If there were no other argument at all for the development of electric rapid transit installation in the metropolitan areas of our largest cities, this alone would be one well worthy of the considerate ear. The huge interurban trolley-car, so very valuable at one stage of our national progress and development, to-day is an interloper in the streets of even our good-sized towns. Nowhere has this been recognized more keenly than in two important up-state cities of New York—Rochester and Syracuse—where the completion of the new Barge Canal has left the pathway of the abandoned Erie Canal a desolate streak of muck and mud through their very hearts. Each of these York State towns is to-day a real hub of interurban trolley traffic, to an extent that adds greatly to their existing street congestion. It is now proposed that the old bed of the Erie be adapted and used as a sub-surface terminal and approaches for these heavy interurban cars—a suggestion that now seems quite certain of being put into effect. Both Rochester and Syracuse for a considerable time past have been fretted and perplexed by the amount of room these cars have taken in their streets. Their problem is one that is shared by many and many another ambitious city across the land.


There is a phase of American railroad operation that already I have touched upon and to which I shall again refer—the problem of the small branch line. In a following chapter when we shall discuss at some length the possibilities of the gasolene motor-car as applied to this small but always intensive transport problem, we shall go into the possibilities of this arm of the railroad—to-day its most neglected arm and, in consequence, shriveling terribly. There are many places where the withered arm can be made healthy and strong once more by electric treatment. Let me illustrate.

Here in one of our Northeastern States (yet out of the super-power area) is a line that runs from S—— through W——, a small city of considerable importance as a local metropolis, on to C——, a railroad center, and then up to B——, in the heart of the mountainous forest. For the first twenty-eight miles of its distance, from S—— to C——, this road runs through a fairly closely built industrial territory, where the intermediate towns all but touch one another. Forty years ago this line had four passenger-trains a day in each direction; to-day it has but four once again. There was a little time when it had five or six. The motor-car, privately operated, and the motor-bus, publicly operated, brought it back to four. And even these four are not well filled.

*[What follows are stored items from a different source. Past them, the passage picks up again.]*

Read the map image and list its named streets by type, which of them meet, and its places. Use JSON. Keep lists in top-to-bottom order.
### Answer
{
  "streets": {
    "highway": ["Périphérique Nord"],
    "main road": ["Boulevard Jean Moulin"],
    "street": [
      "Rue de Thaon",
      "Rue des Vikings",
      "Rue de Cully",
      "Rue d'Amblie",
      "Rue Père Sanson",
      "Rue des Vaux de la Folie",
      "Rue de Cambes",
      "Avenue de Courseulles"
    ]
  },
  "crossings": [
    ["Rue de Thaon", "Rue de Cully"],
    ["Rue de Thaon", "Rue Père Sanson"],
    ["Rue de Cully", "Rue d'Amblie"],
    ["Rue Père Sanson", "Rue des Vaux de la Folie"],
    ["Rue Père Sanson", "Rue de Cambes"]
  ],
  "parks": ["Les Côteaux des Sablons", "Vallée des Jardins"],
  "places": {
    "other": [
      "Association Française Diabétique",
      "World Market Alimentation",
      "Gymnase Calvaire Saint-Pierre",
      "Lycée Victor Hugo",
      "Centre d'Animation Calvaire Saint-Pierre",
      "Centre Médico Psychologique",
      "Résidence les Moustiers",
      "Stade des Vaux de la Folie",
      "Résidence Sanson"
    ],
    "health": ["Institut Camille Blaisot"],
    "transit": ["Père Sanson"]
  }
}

The people in its territory do not particularly like the motor-bus. They use it chiefly because of its frequency of service and the fact that it makes frequent intermediate stops along the line. Both of these factors are possible to that railroad with the installation of a light unit, traveling at frequent intervals. From one end to the other of this sixty-mile line there is abundant water-power. A good engineer of my acquaintance tells me that the whole route could easily be operated on 5,000 horse-power. Ergo, once again. The big and generally well-operated railroad system that owns and operates that little half-hidden branch is missing a good bet—for one reason for being so far removed in real headquarters from the line itself, of which much more in good time. The point is, here and now, the bet is being missed and a fair income opportunity lost. An aggregate of these small fair income opportunities would make a considerable dividend upon the stock even of a 12,000-mile railroad.